For all their interconnectedness, Aaliyah’s fan sites have also been the grounds for some dissension — largely due the generation gap that has emerged between Aaliyah fans that grew up engaging with her artistry while she was still alive and those who came into the fandom following her death. It gets even more complicated when it comes to conversations regarding the tension between her estate and Blackground Records; the former released a statement as recently as early August that alludes to a lack of transparency around the streaming deal.

“As a fan, it's a bit conflicting. You want to support the family and everything but at the same time, the music's there,” Sandy said. “...As unfortunate as it is, I just hope that both the family and Barry Hankerson can come to some sort of resolution where they can come together for the sake of Baby Girl — because that's what it is really about.”

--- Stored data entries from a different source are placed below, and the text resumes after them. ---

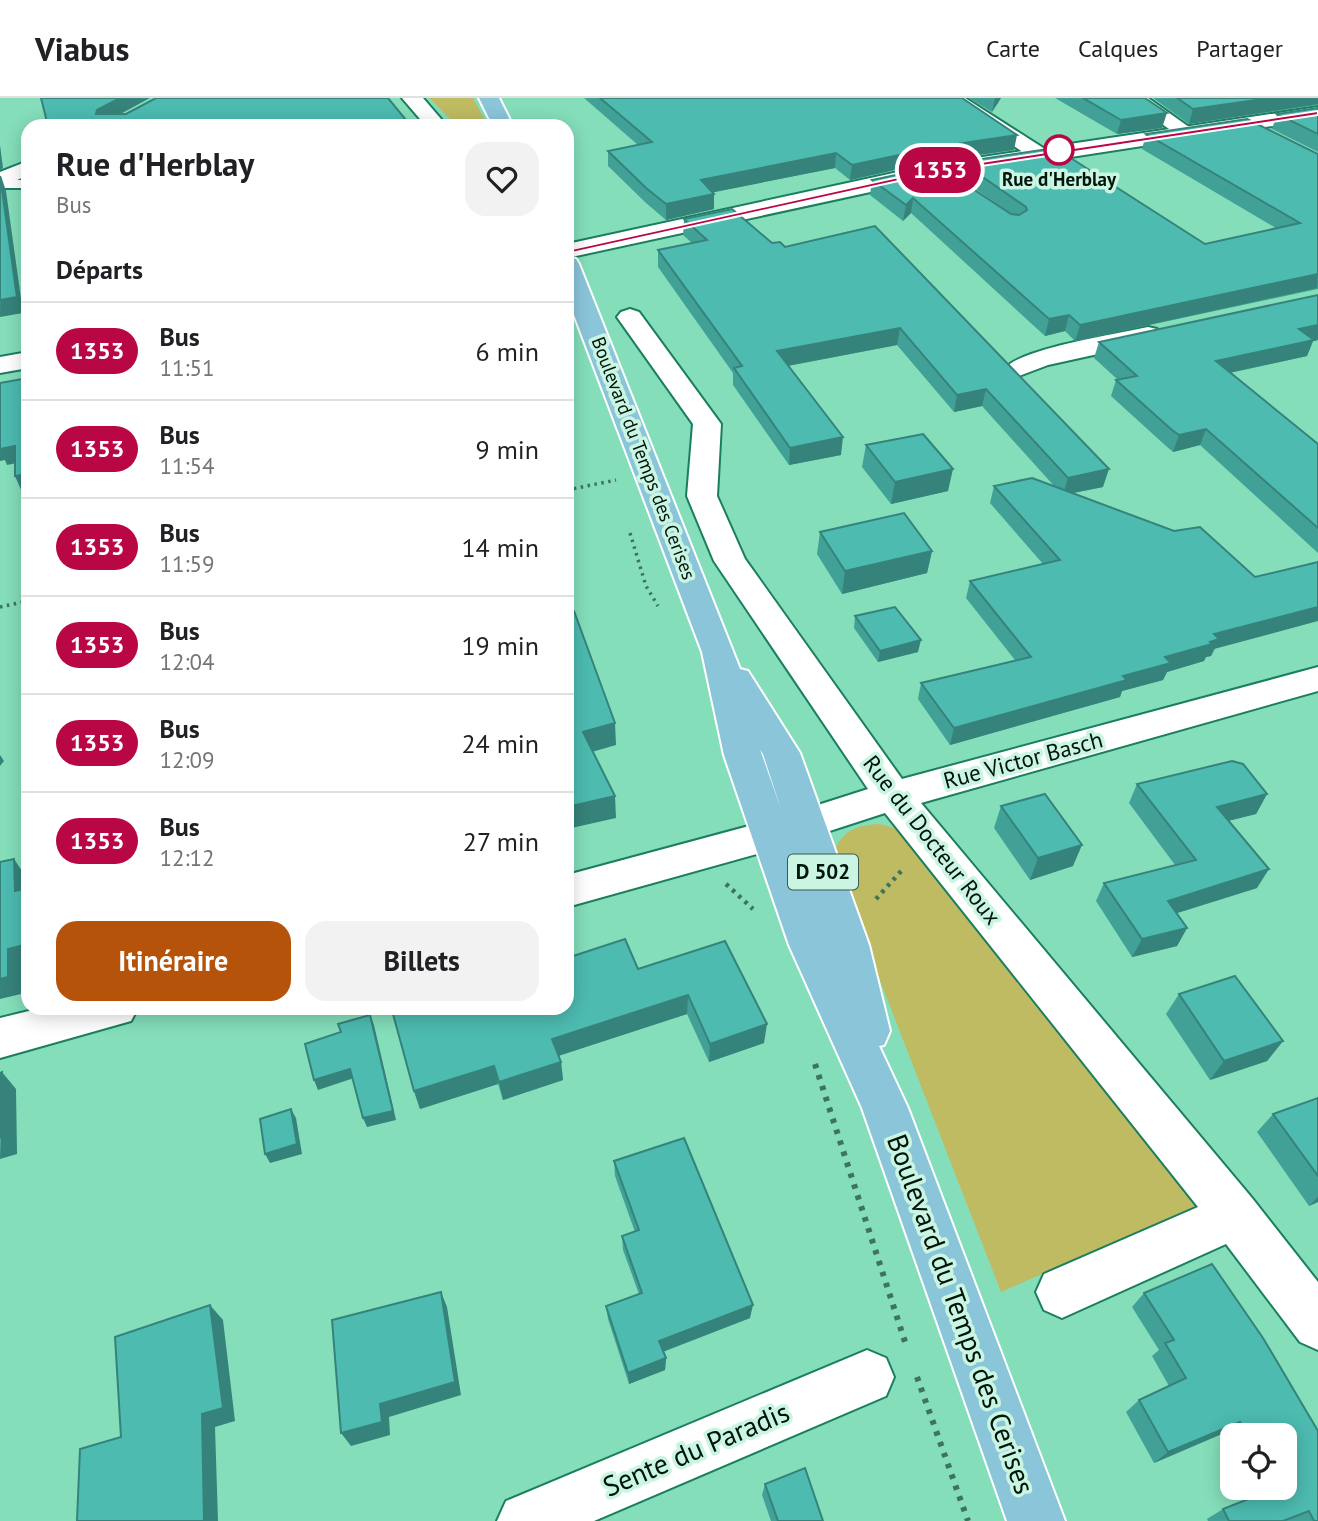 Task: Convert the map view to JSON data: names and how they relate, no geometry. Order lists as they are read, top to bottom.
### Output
{
  "streets": {
    "main road": ["Boulevard du Temps des Cerises", "D 502"],
    "street": ["Rue Victor Basch", "Rue du Docteur Roux", "Sente du Paradis"]
  },
  "crossings": [
    ["Boulevard du Temps des Cerises", "Rue Victor Basch"],
    ["Rue Victor Basch", "Rue du Docteur Roux"]
  ],
  "places": ["Rue d'Herblay"],
  "lines": ["bus line 1353"],
  "page": {
    "header": "Viabus",
    "nav": ["Carte", "Calques", "Partager"],
    "on_map": "1353",
    "heading": [
      ["Rue d'Herblay", "Bus"],
      "Départs"
    ],
    "list": [
      {
        "mark": "1353",
        "name": "Bus",
        "note": "11:51",
        "value": "6 min"
      },
      {
        "mark": "1353",
        "name": "Bus",
        "note": "11:54",
        "value": "9 min"
      },
      {
        "mark": "1353",
        "name": "Bus",
        "note": "11:59",
        "value": "14 min"
      },
      {
        "mark": "1353",
        "name": "Bus",
        "note": "12:04",
        "value": "19 min"
      },
      {
        "mark": "1353",
        "name": "Bus",
        "note": "12:09",
        "value": "24 min"
      },
      {
        "mark": "1353",
        "name": "Bus",
        "note": "12:12",
        "value": "27 min"
      }
    ],
    "buttons": ["Itinéraire", "Billets"]
  }
} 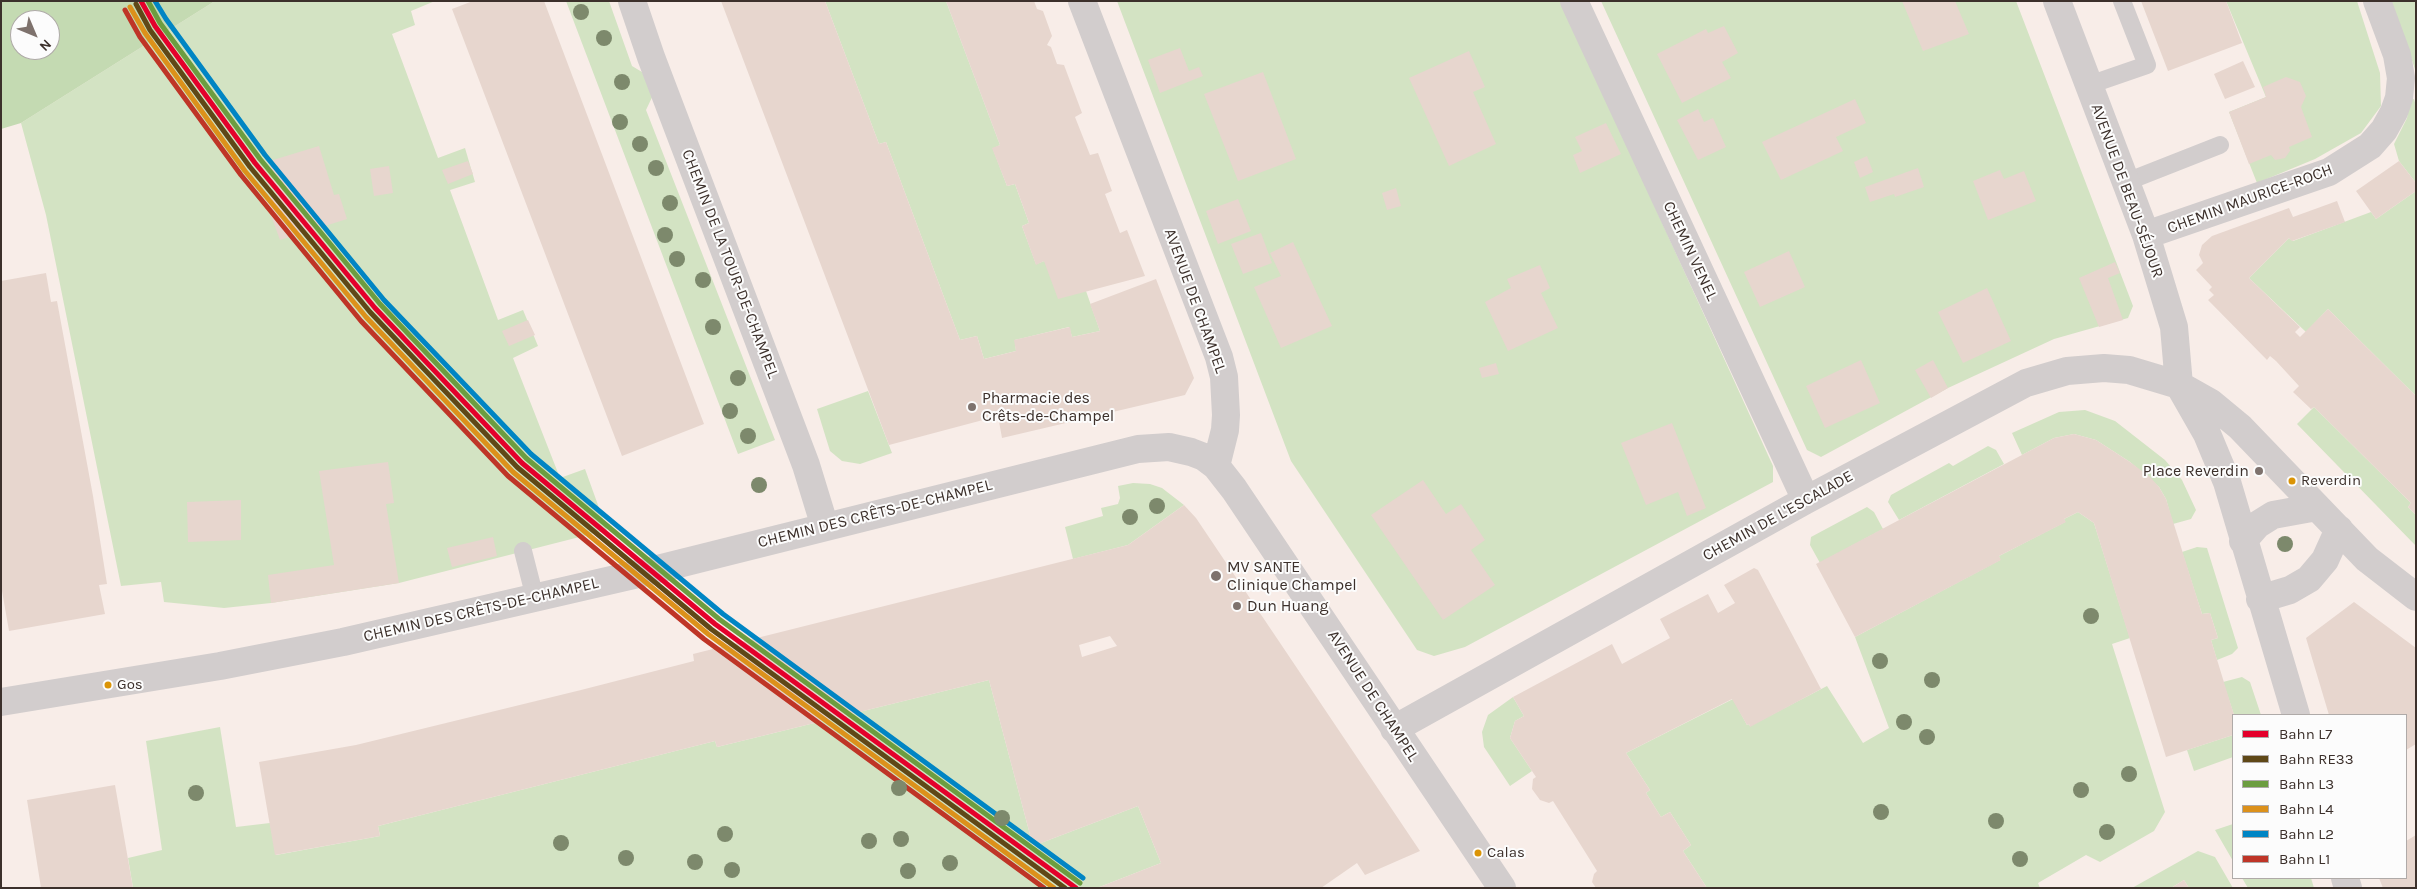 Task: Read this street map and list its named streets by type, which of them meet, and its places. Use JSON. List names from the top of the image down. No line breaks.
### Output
{"streets":{"street":["AVENUE DE BEAU-SÉJOUR","CHEMIN MAURICE-ROCH","CHEMIN VENEL","CHEMIN DE LA TOUR-DE-CHAMPEL","AVENUE DE CHAMPEL","CHEMIN DES CRÊTS-DE-CHAMPEL","CHEMIN DE L'ESCALADE"]},"crossings":[["AVENUE DE BEAU-SÉJOUR","CHEMIN MAURICE-ROCH"],["AVENUE DE BEAU-SÉJOUR","CHEMIN DE L'ESCALADE"],["CHEMIN VENEL","CHEMIN DE L'ESCALADE"],["CHEMIN DE LA TOUR-DE-CHAMPEL","CHEMIN DES CRÊTS-DE-CHAMPEL"],["AVENUE DE CHAMPEL","CHEMIN DES CRÊTS-DE-CHAMPEL"],["AVENUE DE CHAMPEL","CHEMIN DE L'ESCALADE"]],"places":["Pharmacie des Crêts-de-Champel","Place Reverdin","Reverdin","MV SANTE Clinique Champel","Dun Huang","Gos","Calas"],"lines":["rail line L7","rail line L3","rail line L2","rail line RE33","rail line L4","rail line L1"],"legend":["Bahn L7","Bahn RE33","Bahn L3","Bahn L4","Bahn L2","Bahn L1"],"north":"bottom right"} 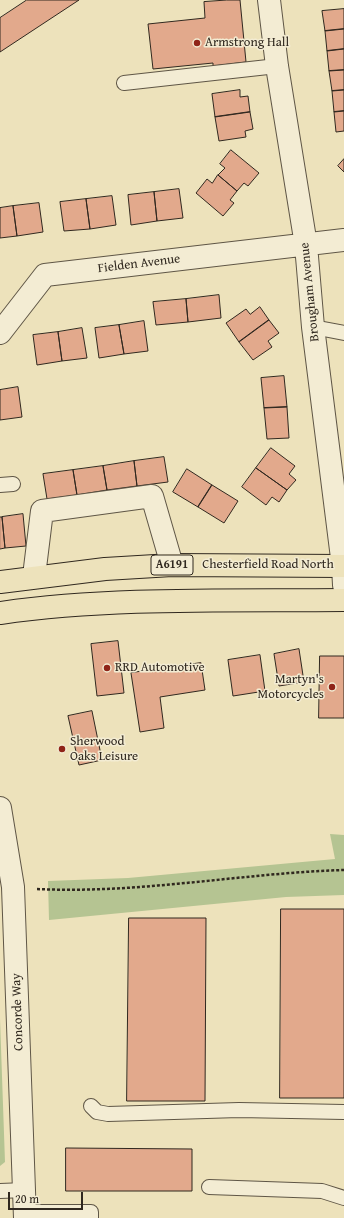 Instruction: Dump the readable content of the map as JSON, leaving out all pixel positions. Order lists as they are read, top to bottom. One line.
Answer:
{"streets":{"main road":["A6191","Chesterfield Road North"],"street":["Fielden Avenue","Brougham Avenue","Concorde Way"]},"crossings":[["Fielden Avenue","Brougham Avenue"],["Brougham Avenue","Chesterfield Road North"]],"places":["Armstrong Hall","RRD Automotive","Martyn's Motorcycles","Sherwood Oaks Leisure"],"scale_bar":"20 m"} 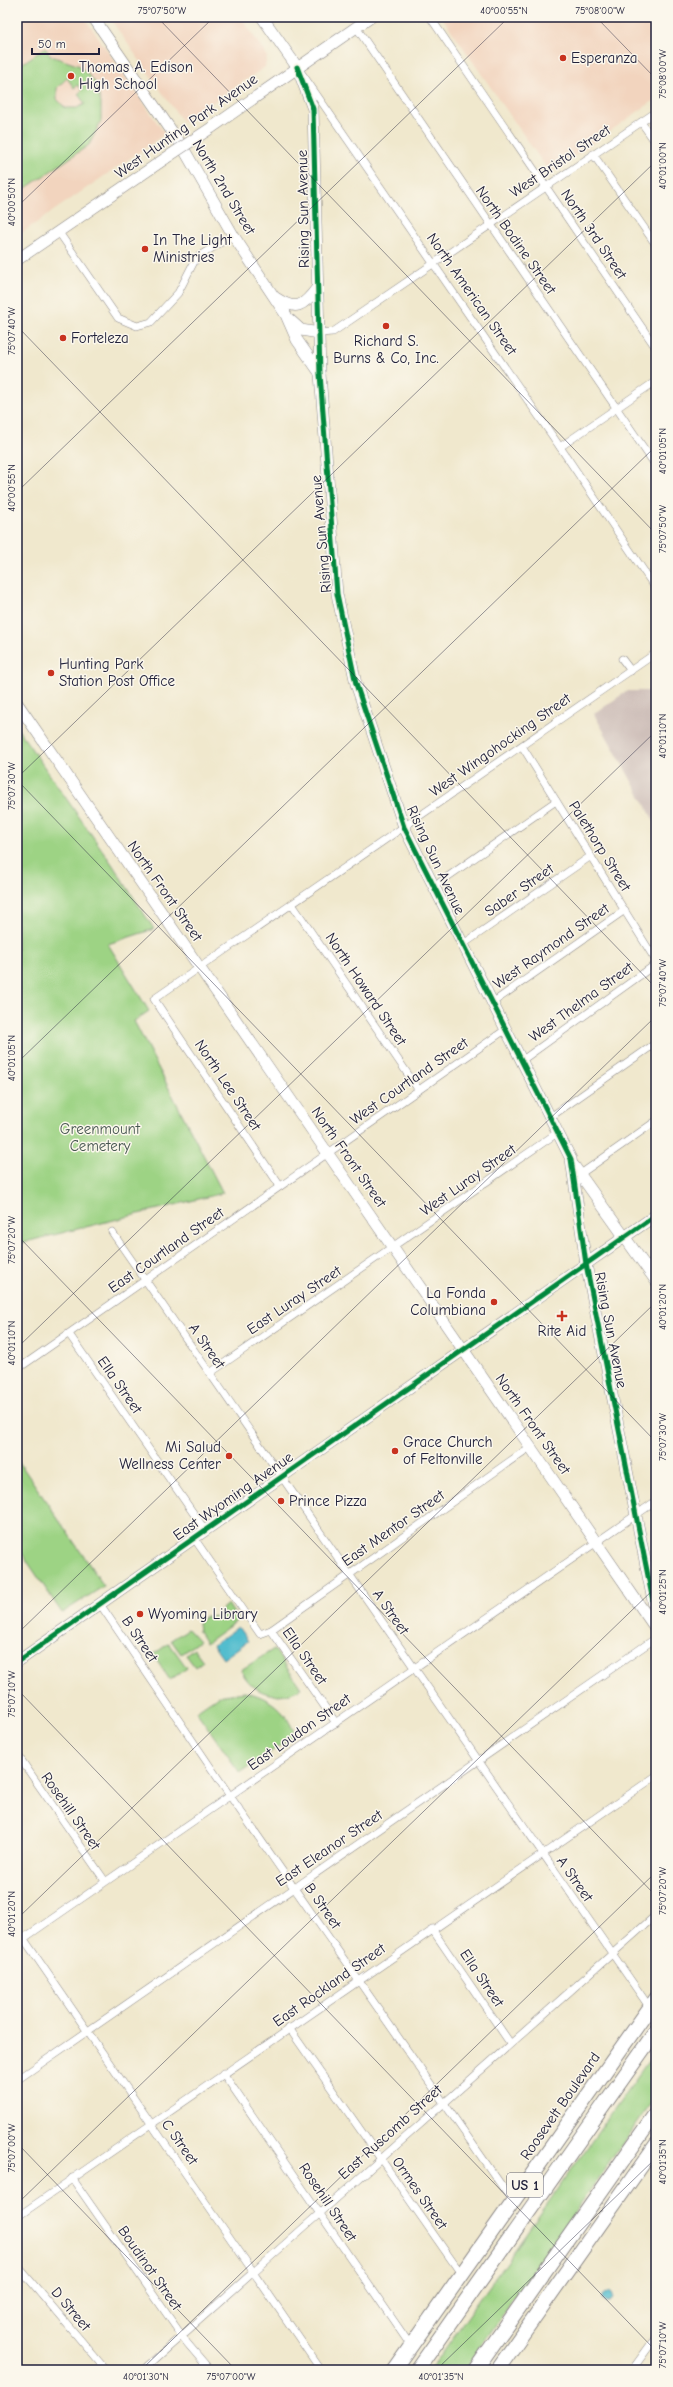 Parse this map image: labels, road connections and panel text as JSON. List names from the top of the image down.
{
  "streets": {
    "highway": ["Roosevelt Boulevard", "US 1"],
    "street": [
      "West Hunting Park Avenue",
      "West Bristol Street",
      "North 2nd Street",
      "Rising Sun Avenue",
      "North 3rd Street",
      "North Bodine Street",
      "North American Street",
      "West Wingohocking Street",
      "Palethorp Street",
      "Saber Street",
      "North Front Street",
      "West Raymond Street",
      "North Howard Street",
      "West Thelma Street",
      "West Courtland Street",
      "North Lee Street",
      "West Luray Street",
      "East Courtland Street",
      "East Luray Street",
      "A Street",
      "Ella Street",
      "East Wyoming Avenue",
      "East Mentor Street",
      "B Street",
      "East Loudon Street",
      "Rosehill Street",
      "East Eleanor Street",
      "East Rockland Street",
      "East Ruscomb Street",
      "C Street",
      "Ormes Street",
      "Boudinot Street",
      "D Street"
    ]
  },
  "crossings": [
    ["West Hunting Park Avenue", "Rising Sun Avenue"],
    ["West Hunting Park Avenue", "North Bodine Street"],
    ["West Hunting Park Avenue", "North American Street"],
    ["West Bristol Street", "North 2nd Street"],
    ["West Bristol Street", "Rising Sun Avenue"],
    ["West Bristol Street", "North 3rd Street"],
    ["West Bristol Street", "North Bodine Street"],
    ["West Bristol Street", "North American Street"],
    ["North 2nd Street", "Rising Sun Avenue"],
    ["Rising Sun Avenue", "North American Street"],
    ["Rising Sun Avenue", "West Wingohocking Street"],
    ["Rising Sun Avenue", "Saber Street"],
    ["Rising Sun Avenue", "West Raymond Street"],
    ["Rising Sun Avenue", "West Thelma Street"],
    ["Rising Sun Avenue", "West Courtland Street"],
    ["Rising Sun Avenue", "West Luray Street"],
    ["Rising Sun Avenue", "East Wyoming Avenue"],
    ["Rising Sun Avenue", "East Loudon Street"],
    ["West Wingohocking Street", "Palethorp Street"],
    ["West Wingohocking Street", "North Front Street"],
    ["West Wingohocking Street", "North Howard Street"],
    ["West Wingohocking Street", "North Lee Street"],
    ["Palethorp Street", "Saber Street"],
    ["Palethorp Street", "West Raymond Street"],
    ["Palethorp Street", "West Thelma Street"],
    ["North Front Street", "West Courtland Street"],
    ["North Front Street", "West Luray Street"],
    ["North Front Street", "East Courtland Street"],
    ["North Front Street", "East Luray Street"],
    ["North Front Street", "East Wyoming Avenue"],
    ["North Front Street", "East Mentor Street"],
    ["North Front Street", "East Loudon Street"],
    ["North Howard Street", "West Courtland Street"],
    ["West Courtland Street", "East Courtland Street"],
    ["North Lee Street", "East Courtland Street"],
    ["West Luray Street", "East Luray Street"],
    ["East Courtland Street", "A Street"],
    ["East Courtland Street", "Ella Street"],
    ["East Luray Street", "A Street"],
    ["A Street", "East Wyoming Avenue"],
    ["A Street", "East Mentor Street"],
    ["A Street", "East Loudon Street"],
    ["A Street", "East Eleanor Street"],
    ["A Street", "East Rockland Street"],
    ["A Street", "Roosevelt Boulevard"],
    ["A Street", "East Ruscomb Street"],
    ["Ella Street", "East Wyoming Avenue"],
    ["Ella Street", "East Mentor Street"],
    ["Ella Street", "East Loudon Street"],
    ["Ella Street", "East Rockland Street"],
    ["Ella Street", "East Ruscomb Street"],
    ["East Wyoming Avenue", "B Street"],
    ["B Street", "East Loudon Street"],
    ["B Street", "East Eleanor Street"],
    ["B Street", "East Rockland Street"],
    ["B Street", "Roosevelt Boulevard"],
    ["B Street", "East Ruscomb Street"],
    ["East Loudon Street", "Rosehill Street"],
    ["East Loudon Street", "C Street"],
    ["Rosehill Street", "East Rockland Street"],
    ["Rosehill Street", "Roosevelt Boulevard"],
    ["Rosehill Street", "East Ruscomb Street"],
    ["East Eleanor Street", "C Street"],
    ["East Rockland Street", "C Street"],
    ["East Rockland Street", "Ormes Street"],
    ["East Rockland Street", "Boudinot Street"],
    ["Roosevelt Boulevard", "Ormes Street"],
    ["East Ruscomb Street", "C Street"],
    ["East Ruscomb Street", "Ormes Street"],
    ["East Ruscomb Street", "Boudinot Street"]
  ],
  "parks": ["Greenmount Cemetery"],
  "places": {
    "other": [
      "Esperanza",
      "Thomas A. Edison High School",
      "In The Light Ministries",
      "Richard S. Burns & Co, Inc.",
      "Forteleza",
      "Hunting Park Station Post Office",
      "La Fonda Columbiana",
      "Grace Church of Feltonville",
      "Mi Salud Wellness Center",
      "Prince Pizza",
      "Wyoming Library"
    ],
    "health": ["Rite Aid"]
  },
  "scale_bar": "50 m",
  "coordinates": [
    "75°07'50\"W",
    "40°00'55\"N",
    "75°08'00\"W",
    "40°01'00\"N",
    "40°00'50\"N",
    "75°07'40\"W",
    "40°01'05\"N",
    "40°01'10\"N",
    "75°07'30\"W",
    "75°07'20\"W",
    "40°01'20\"N",
    "40°01'25\"N",
    "75°07'10\"W",
    "75°07'00\"W",
    "40°01'35\"N",
    "40°01'30\"N"
  ]
}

Until then, though, Sandy says fan sites will continue their work to represent Aaliyah and make space to memorialize the pioneering talent lost two decades ago.

“I feel like the fans as a whole, from the OGs, the older generation from my time, up to even some of the younger fans in their mid-20s and even younger fans in their early 20s and teens, were the ones who have kind of laid that foundation [of honoring Aaliyah’s memory online],” Sandy said. “As an older fan, that's what you want. You want that legacy to pass down to younger generations.”